La votación ha puesto de manifiesto la brecha entre los dos socios del Ejecutivo, ya que Sumar ha rechazado con contundencia la propuesta, igual que Bildu, Podemos, BNG y Compromís. ERC, en cambio, ha optado por la abstención tras pactar un refuerzo de la planta judicial en Cataluña.

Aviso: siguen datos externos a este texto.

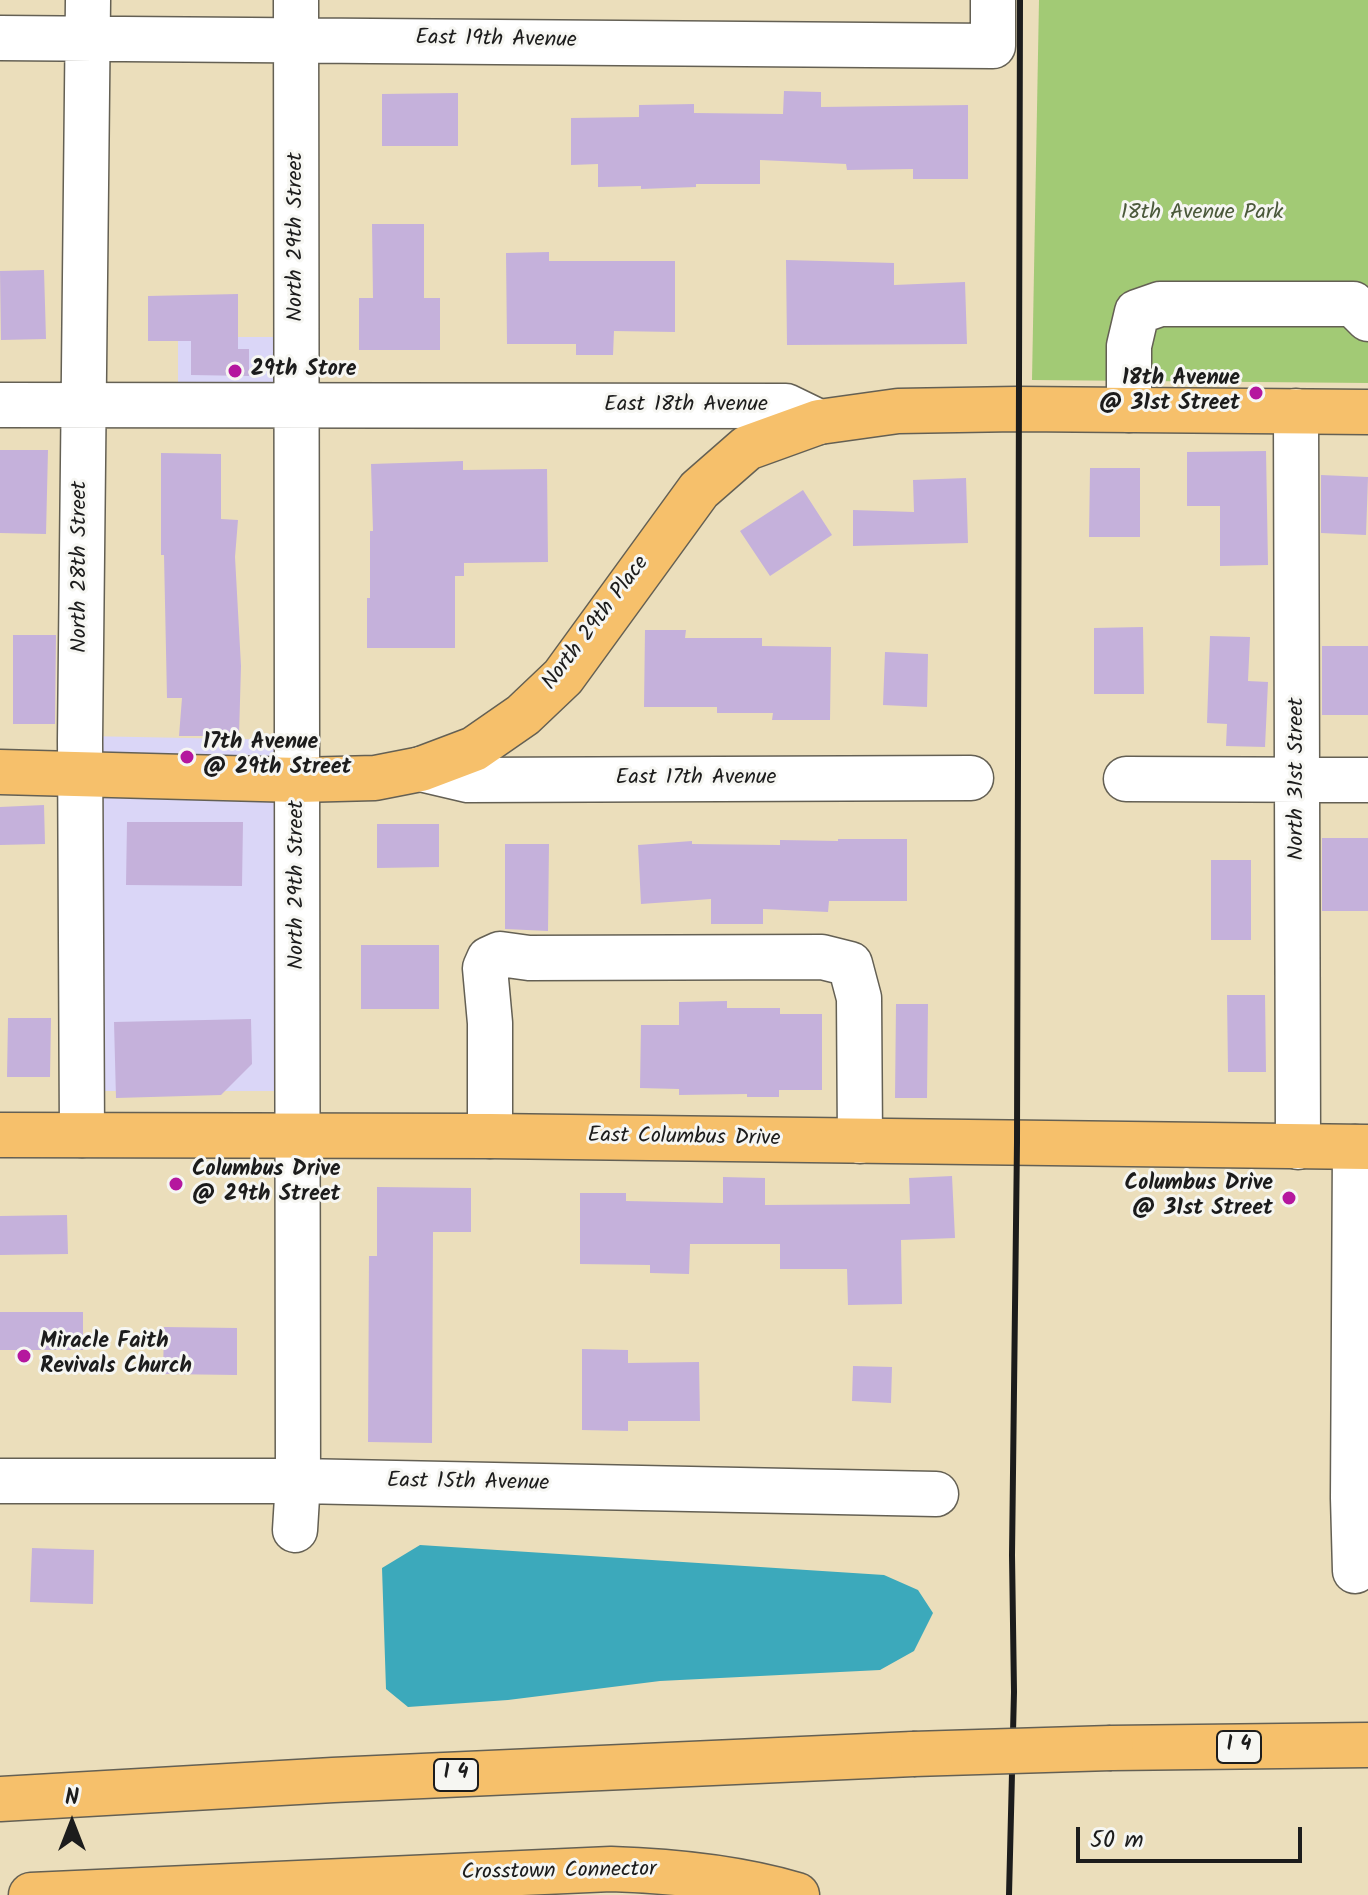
<!DOCTYPE html>
<style>
body{margin:0}
#map{position:relative;width:1368px;height:1895px;overflow:hidden;background:#ebdebb;font-family:Kalam,sans-serif}
canvas{display:block}
.north{position:absolute;left:32px;top:1783px;width:80px;height:80px;-webkit-text-stroke:6px #f6f6f2;paint-order:stroke;rotate:0deg;font-size:22px;font-weight:700;line-height:32px;text-align:center;color:#1c1c1c}
.north::after{content:'';display:block;margin:auto;width:28px;height:36px;background:#1c1c1c;clip-path:polygon(50% 0,100% 100%,50% 72%,0 100%)}
.scale{position:absolute;left:1076px;top:1827px;width:226px;height:36px;box-sizing:border-box;border:4px solid #1c1c1c;border-top:0;padding-left:10px;font-size:24px;line-height:28px;white-space:nowrap;color:#1c1c1c;-webkit-text-stroke:6px #f6f6f2;paint-order:stroke}
</style>
<div id="map">
<canvas width="1368" height="1895"></canvas>
<div class="north">N</div>
<div class="scale">50 m</div>
</div>
<script>
const ctx = document.querySelector('canvas').getContext('2d');
ctx.lineJoin = 'round';
function paint(path, color) {
  ctx.fillStyle = color;
  ctx.fill(path, 'evenodd');
}
function stroke(path, color, width, dash) {
  ctx.strokeStyle = color;
  ctx.lineWidth = width;
  ctx.lineCap = dash ? 'butt' : 'round';
  ctx.setLineDash(dash || []);
  ctx.stroke(path);
}
function write(font, color, halo, rows, align = 'center') {
  ctx.font = font + ' Kalam,sans-serif';
  ctx.lineWidth = 6;
  ctx.setLineDash([]);
  ctx.textBaseline = 'middle';
  ctx.strokeStyle = halo;
  ctx.fillStyle = color;
  for (const [text, x, y, turn = 0] of rows) {
    ctx.save();
    ctx.translate(x, y);
    ctx.rotate((+turn || 0) * Math.PI / 180);
    ctx.textAlign = isNaN(turn) ? turn : align;
    if (halo) ctx.strokeText(text, 0, 0);
    ctx.fillText(text, 0, 0);
    ctx.restore();
  }
}
paint(new Path2D(`
 M178,337H292V401H178Z
 M84,736L293,740L297,1091H88Z`), '#dad6f7');
paint(new Path2D(`
 M1039,0H1368V383L1032,380Z`), '#a2ca75');
paint(new Path2D(`
 M420,1545L884,1575L918,1590L933,1613L914,1651L880,1670L660,1681L508,1700L408,1707L386,1689L382,1568Z`), '#3ca9bb');
paint(new Path2D(`
 M784,91L821,92V107L968,105V179H913V169L847,170L846,164L760,160V184H696V187L641,189V186L598,187V164L571,165V118L639,117V105L694,104V113L783,114Z
 M458,93V146H382V94Z
 M372,224H424V298H440V350H359V298H373Z
 M549,252V261H675V332L614,331L613,355H576V344H507L506,253Z
 M786,260L894,263V285L965,282L967,344L787,345Z
 M44,270L46,339L1,340L0,271Z
 M238,294V349H249V376L191,375V341H148V296Z
 M0,450H48L46,534L0,533Z
 M1266,451L1268,565L1220,566V506H1187V452Z
 M161,453L221,454V519L238,520L235,557L241,666L239,736H179L182,698H167L164,555H161Z
 M463,461V470L547,469L548,562L464,563V576H455V648H367V598H370V531H373L371,464Z
 M1090,468H1140V537H1089Z
 M1321,475L1368,477L1366,535L1321,533Z
 M966,478L968,543L853,546V510L914,512L913,480Z
 M803,490L832,535L770,576L740,531Z
 M1143,627L1144,694H1094V628Z
 M645,630H686L685,638H762V646L831,647L830,720H772L773,713H717V707H644Z
 M13,635H56L55,724H13Z
 M1210,636L1250,637L1248,681L1268,682L1265,747L1226,746L1227,724L1207,723Z
 M1322,646H1368V715H1322Z
 M885,652L928,654L927,707L883,705Z
 M44,805L45,844L0,845V807Z
 M127,822H243L242,886L126,885Z
 M377,824H439V867L377,868Z
 M1322,838H1368V911H1322Z
 M838,839H907V901H829L828,912L763,909V924H711V899L641,904L638,845L692,841V844L780,845V840L838,841Z
 M505,844H549L548,931L505,929Z
 M1211,860H1251V940H1211Z
 M361,945H439V1009H361Z
 M1227,995H1265L1266,1072H1228Z
 M727,1001V1008H780V1014H822V1090H779V1097H747V1094L679,1095V1089L640,1088L641,1025H679V1002Z
 M896,1004H928L927,1098H895Z
 M8,1018H51L50,1077H7Z
 M251,1019L252,1064L221,1095L116,1098L114,1022Z
 M952,1176L955,1238L901,1240L902,1304L848,1305L847,1269H780V1244H690L689,1274L650,1273V1265L580,1264V1193H626V1201L723,1203V1177L765,1178V1205L910,1204L909,1178Z
 M377,1187L471,1188V1232H433L432,1443L368,1442L369,1256H377Z
 M67,1215L68,1254L0,1255V1216Z
 M0,1312H83V1350H0Z
 M164,1327L237,1328V1375L163,1374Z
 M582,1349L628,1350V1363L699,1362L700,1421H628V1431L582,1430Z
 M853,1366L892,1367L891,1403L852,1401Z
 M32,1548L94,1550L93,1604L30,1602Z`), '#c5b1db');
const minor = new Path2D(`
 M0,38L993,46V0
 M0,405L786,406L819,422
 M1129,410V346L1137,312L1160,304H1353L1368,319
 M1296,411L1298,1147
 M421,769L468,780L971,778
 M1126,779L1368,780
 M82,1135L80,740L88,0
 M490,1136V1023L485,968L489,959L500,954L529,958L822,957L850,964L859,998L860,1141
 M1355,1147L1353,1498L1355,1571
 M0,1481H298L936,1494
 M295,1530L298,1481L296,0`);
const major = new Path2D(`
 M0,772L298,780L375,778L421,769L474,749L523,715L563,677L699,490L747,448L819,422L898,411L1017,409L1368,412
 M0,1135L490,1136L1368,1147`);
const highway = new Path2D(`
 M1111,1748L1368,1745
 M0,1799L333,1780L913,1754
 M31,1895L611,1869C674,1871 736,1877 797,1895`);
stroke(minor, '#646054', 47);
stroke(major, '#646054', 47);
stroke(highway, '#646054', 47);
stroke(minor, '#fff', 44);
stroke(major, '#f6c06b', 44);
stroke(highway, '#f6c06b', 44);
stroke(new Path2D(`
 M1009,1895L1014,1692L1012,1555L1017,1142L1020,0`), '#1c1c1c', 6);
const highwayBridge = new Path2D(`
 M913,1754L1111,1748`);
stroke(highwayBridge, '#646054', 47, []);
stroke(highwayBridge, '#f6c06b', 44);
for (const [x, y, r, color] of [
 [235,371,8,"#b5179e"],
 [1256,393,8,"#b5179e"],
 [187,757,8,"#b5179e"],
 [176,1184,8,"#b5179e"],
 [1289,1198,8,"#b5179e"],
 [24,1356,8,"#b5179e"]
]) {
  const dot = new Path2D();
  dot.arc(x, y, r, 0, 2 * Math.PI);
  ctx.fillStyle = color;
  ctx.fill(dot);
  stroke(dot, '#f6f6f2', 3);
}
for (const [x, y, w] of [
 [1239,1747,44],
 [456,1775,44]
]) {
  const box = new Path2D();
  box.roundRect(x - w / 2, y - 16, w, 32, 6);
  ctx.fillStyle = '#f6f6f2';
  ctx.fill(box);
  stroke(box, '#1c1c1c', 2);
}
write('bold 20px', '#1c1c1c', null, [
 ["I 4",1239,1747],
 ["I 4",456,1775]
]);
write('22px', '#1c1c1c', '#f6f6f2', [
 ["East 19th Avenue",496,41,1],
 ["North 29th Street",297,237,-90],
 ["East 18th Avenue",686,406],
 ["North 28th Street",81,567,-90],
 ["North 29th Place",597,624,-53],
 ["East 17th Avenue",696,779],
 ["North 31st Street",1298,779,-90],
 ["North 29th Street",298,885,-90],
 ["East Columbus Drive",684,1139,1],
 ["East 15th Avenue",468,1484,1],
 ["Crosstown Connector",559,1873,-1]
]);
write('22px', '#4b593b', '#f6f6f2', [
 ["18th Avenue Park",1202,214]
]);
write('bold 22px', '#1c1c1c', '#f6f6f2', [
 ["29th Store",251,371],
 ["18th Avenue",1240,380,"right"],
 ["@ 31st Street",1240,405,"right"],
 ["17th Avenue",203,744],
 ["@ 29th Street",203,769],
 ["Columbus Drive",192,1171],
 ["@ 29th Street",192,1196],
 ["Columbus Drive",1273,1185,"right"],
 ["@ 31st Street",1273,1210,"right"],
 ["Miracle Faith",40,1343],
 ["Revivals Church",40,1368]
], 'left');
</script>
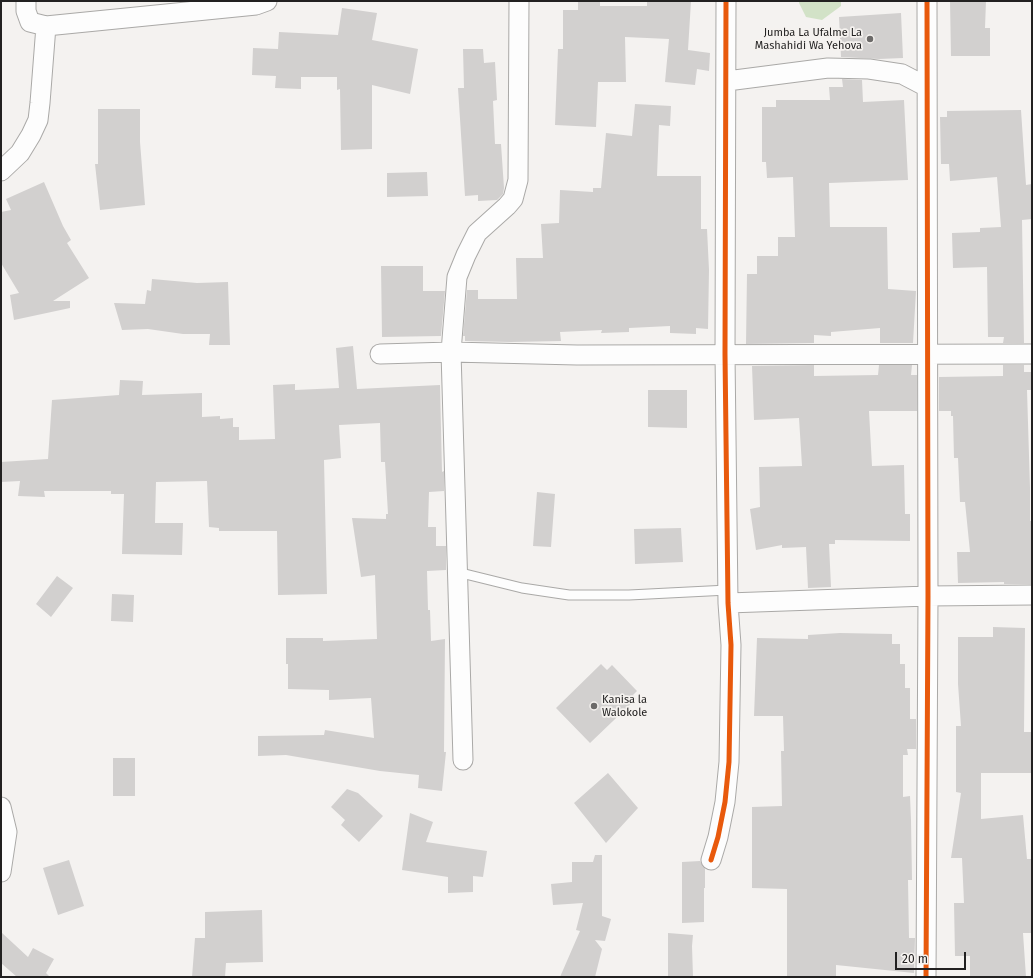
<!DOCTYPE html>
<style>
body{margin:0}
#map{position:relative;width:1033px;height:978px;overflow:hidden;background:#f4f2f0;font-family:"Fira Sans",sans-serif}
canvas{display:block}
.frame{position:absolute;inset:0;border:2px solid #222121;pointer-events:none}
.scale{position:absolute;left:895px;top:952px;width:71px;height:18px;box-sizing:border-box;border:2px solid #222121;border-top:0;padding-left:5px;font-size:12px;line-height:14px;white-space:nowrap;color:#222121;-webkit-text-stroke:3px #f5f2ef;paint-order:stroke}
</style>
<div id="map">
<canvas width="1033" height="978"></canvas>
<div class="frame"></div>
<div class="scale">20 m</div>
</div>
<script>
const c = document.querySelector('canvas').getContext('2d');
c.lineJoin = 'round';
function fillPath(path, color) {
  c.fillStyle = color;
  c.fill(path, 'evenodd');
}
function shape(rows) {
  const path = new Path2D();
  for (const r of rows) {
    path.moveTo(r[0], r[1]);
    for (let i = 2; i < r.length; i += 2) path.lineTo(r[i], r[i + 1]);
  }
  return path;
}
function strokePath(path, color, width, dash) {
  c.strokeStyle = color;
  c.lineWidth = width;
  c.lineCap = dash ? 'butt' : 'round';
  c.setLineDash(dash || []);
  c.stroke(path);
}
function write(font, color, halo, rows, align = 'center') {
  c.font = font + ' "Fira Sans",sans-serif';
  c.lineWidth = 3.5;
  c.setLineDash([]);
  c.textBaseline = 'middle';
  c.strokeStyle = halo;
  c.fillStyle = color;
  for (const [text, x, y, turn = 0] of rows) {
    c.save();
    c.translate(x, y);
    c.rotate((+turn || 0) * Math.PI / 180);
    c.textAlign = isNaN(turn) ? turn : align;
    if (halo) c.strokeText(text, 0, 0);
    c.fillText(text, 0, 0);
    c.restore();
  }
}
const green = shape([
 [799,1,841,1,841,6,822,20,806,17,799,3]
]);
const building = shape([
 [578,1,600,1,600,6,647,6,647,1,691,1,688,50,710,53,709,71,697,69,695,85,665,82,669,39,625,37,626,82,598,82,596,127,555,125,558,49,563,49,563,10,578,10],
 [950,1,986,1,985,28,990,28,990,56,951,56],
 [342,8,377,13,372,40,418,49,410,94,372,85,372,149,341,150,340,89,337,90,337,77,301,77,301,89,275,88,276,76,252,75,253,48,278,49,279,32,338,35],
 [901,13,903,58,879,59,841,57,839,17],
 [463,49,483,49,484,63,495,62,497,100,493,101,495,144,501,144,504,188,503,194,497,200,478,201,478,195,465,196,458,88,464,88],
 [842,79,862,80,863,102,904,100,908,180,829,183,830,227,887,227,888,289,916,291,913,343,880,343,880,328,831,332,831,336,814,335,814,343,746,344,747,274,757,274,757,256,778,256,778,237,795,237,793,177,767,178,766,162,762,162,762,107,776,107,776,100,830,100,829,87,843,87],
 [635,104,671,106,670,126,659,125,657,176,701,176,701,229,707,229,709,270,708,329,696,328,696,334,670,333,670,326,629,328,629,332,601,333,602,330,560,332,561,341,511,342,465,341,465,336,463,336,467,290,478,290,478,299,517,299,516,258,543,258,541,224,559,223,560,190,593,192,593,188,601,188,606,133,632,136],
 [98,109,140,109,140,142,145,205,100,210,95,164,98,164],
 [1021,110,1026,185,1032,184,1032,219,1022,220,1024,343,1003,343,1004,337,988,337,987,267,953,268,952,233,980,232,980,228,1001,227,997,177,950,181,949,164,941,164,940,117,947,117,947,111],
 [427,172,428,196,387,197,387,173],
 [44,182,63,226,71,240,67,243,89,278,53,301,70,301,70,308,14,320,10,295,19,293,1,263,1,212,11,210,6,199],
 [381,266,423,266,423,291,445,291,441,336,382,337],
 [152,279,197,283,228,282,230,345,209,345,210,334,183,334,148,329,122,330,114,303,145,304,147,290,151,291],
 [353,346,357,389,440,385,442,472,444,471,444,491,429,492,428,527,436,527,436,546,446,546,446,570,427,571,428,610,430,610,431,641,445,639,444,752,446,752,442,791,418,788,419,775,380,771,286,755,258,756,258,736,324,735,325,730,374,738,371,698,329,700,329,690,288,689,288,664,286,664,286,638,323,638,323,641,377,639,375,575,361,577,352,518,386,519,386,514,388,514,385,462,381,462,380,423,339,425,341,458,324,460,327,594,278,595,277,531,219,531,219,528,209,527,207,481,156,482,155,523,183,523,182,555,122,554,124,494,111,494,111,491,44,491,45,497,18,496,20,481,1,482,1,462,48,459,52,400,119,395,120,380,143,381,142,395,202,393,202,417,220,416,220,419,233,418,233,427,239,427,239,440,275,439,273,385,295,384,295,390,339,388,336,348],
 [814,365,814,376,878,375,879,365,912,365,911,375,917,375,917,411,869,411,872,466,904,465,905,514,910,514,910,541,835,540,835,544,829,544,831,587,808,588,806,547,782,548,782,545,756,550,750,509,760,507,759,467,802,466,799,418,754,420,752,366],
 [1003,365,1024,365,1024,372,1032,372,1032,390,1027,390,1030,488,1030,521,1032,521,1031,584,1004,584,1004,582,958,583,957,552,970,552,965,502,960,502,958,458,954,458,953,416,951,416,951,411,939,411,939,377,1003,376],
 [648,390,687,390,687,428,648,427],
 [537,492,555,494,551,547,533,546],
 [681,528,683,562,635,564,634,529],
 [57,576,73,588,51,617,36,604],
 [112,594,134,595,133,622,111,621],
 [993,627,1025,628,1024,732,1032,732,1032,773,981,773,981,819,1023,815,1027,859,1032,859,1032,933,1023,933,1026,977,970,977,970,956,955,956,954,903,964,903,962,858,951,858,961,793,956,792,956,726,961,726,958,684,958,637,993,637],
 [840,633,892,634,892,644,900,644,900,664,905,664,905,688,910,688,910,719,916,719,916,749,907,749,908,755,903,755,903,797,910,796,911,820,912,880,908,880,909,938,915,938,914,973,836,965,836,977,787,977,787,889,752,888,752,807,782,806,781,751,784,751,783,716,754,716,757,638,808,639,808,635],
 [601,664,607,670,612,665,637,691,633,695,636,699,590,743,556,708],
 [113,758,135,758,135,796,113,796],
 [608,773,638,808,606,843,574,803],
 [347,789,358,793,383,816,359,842,341,825,345,820,331,807],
 [410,813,433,822,426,842,487,851,483,877,473,876,473,892,448,893,448,877,402,870],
 [595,855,602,855,602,916,611,919,605,941,595,940,602,949,595,977,560,977,580,931,576,930,583,903,553,905,551,884,572,882,572,862,593,862],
 [69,860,84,906,58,915,43,868],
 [700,861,705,869,705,888,704,888,704,922,682,923,682,862],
 [262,910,263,962,226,963,225,977,192,977,195,938,205,938,205,912],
 [1,932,28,957,33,948,54,959,46,973,50,977,17,977,1,963],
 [668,933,693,935,692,946,693,977,668,977]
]);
const lane = shape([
 [457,572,522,588,569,595,629,595,728,590]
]);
const street = shape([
 [26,1,26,11,30,22,46,26,256,5,267,1],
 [727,81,828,68,869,69,902,74,927,87],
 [1,171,20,153,31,135,38,120,40,103,46,26],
 [380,354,451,352,577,355,1032,354],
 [728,603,928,596,1032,595],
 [463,760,451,352,457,277,466,255,477,233,507,206,513,199,518,180,519,1],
 [1,807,7,832,1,872],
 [711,860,718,837,725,802,729,762,731,645,728,603,725,354,726,1],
 [926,977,928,596,927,1]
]);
const cycleway = shape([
 [711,860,718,837,725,802,729,762,731,645,728,603,725,354,726,1],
 [926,977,928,596,927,1]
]);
const markers = [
 [870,39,4,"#6c6a69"],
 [594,706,4,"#6c6a69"]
];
const poiNames = [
 ["Jumba La Ufalme La",862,33],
 ["Mashahidi Wa Yehova",862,46],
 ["Kanisa la",602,700,"left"],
 ["Walokole",602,713,"left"]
];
fillPath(green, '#d2e2c7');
fillPath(building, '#d2d0cf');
strokePath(lane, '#aaa9a7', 11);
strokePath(street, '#aaa9a7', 21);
strokePath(lane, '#fdfdfd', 9);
strokePath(street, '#fdfdfd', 19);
strokePath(cycleway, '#e8590c', 5);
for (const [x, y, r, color] of markers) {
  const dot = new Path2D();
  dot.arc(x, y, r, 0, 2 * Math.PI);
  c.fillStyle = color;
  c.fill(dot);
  strokePath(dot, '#f5f2ef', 1.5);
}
write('11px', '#222121', '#f5f2ef', poiNames, 'right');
</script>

En el debate en el Pleno, la diputada de Junts Marta Madrenas ha defendido que la norma “nace del territorio, no de los despachos” y que llega “muy tarde” tras “bloqueos y dilaciones”. Ha subrayado que con esta ley “se ataca la impunidad” y que es “una buena regulación, eficaz, equilibrada y útil” para jueces, fiscales y fuerzas de seguridad.
Desde el PP, Cuca Gamarra ha denunciado el “secuestro” de la ley durante meses y ha insistido en que el “pequeño delito repetido ya no es pequeño cuando se reincide”. Ha añadido que “reincidir en España ya no sale gratis” y que “el delito no puede ser rentable”. “España se viene a trabajar y el que venga a delinquir a su país”, ha remachado.
En la bancada socialista, Francisco Aranda ha alertado de que “equiparar inmigración con delincuencia” es “un discurso muy peligroso” y ha reivindicado que el Ejecutivo actúa “desde la óptica de un Gobierno de izquierdas”, “sin fiarlo todo al punitivismo”.
El diputado de Vox Juan José Aizcorbe ha considerado la reforma “necesaria, pero no suficiente” y ha celebrado que “la realidad acaba imponiéndose”. “No estamos ante una abstracción jurídica --ha insistido--. Nos ocupa el delincuente habitual que entra y sale del juicio. España no puede ser su paraíso”.
También el portavoz adjunto del PNV, Mikel Legarda, ha respaldado la ley, al entender que pretende dar respuesta a la multirreincidencia en hurtos y estafas, ya que la regulación vigente “resulta ineficaz” y alimentaba la sensación de que “por una puerta entra y por otra salen”.
Sumar se desmarca
El portavoz de Interior de Sumar, Enrique Santiago, se ha situado en la primera línea de la oposición a la norma, rechazando que se endurezcan las penas para “delincuentes de poca monta, mientras hay impunidad con los fuertes” y advirtiendo de que “solo sirve para fortalecer a la ultraderecha”. Podemos ha descrito igualmente la reforma como “populismo punitivo”.
En la misma sintonía, el diputado de Bildu Jon Iñarritu ha argumentado que el incremento de castigos “es el recurso típico del populismo penal cuando el Estado fracasa en la prevención” y que, aplicado a delitos leves, “no sirve para nada”.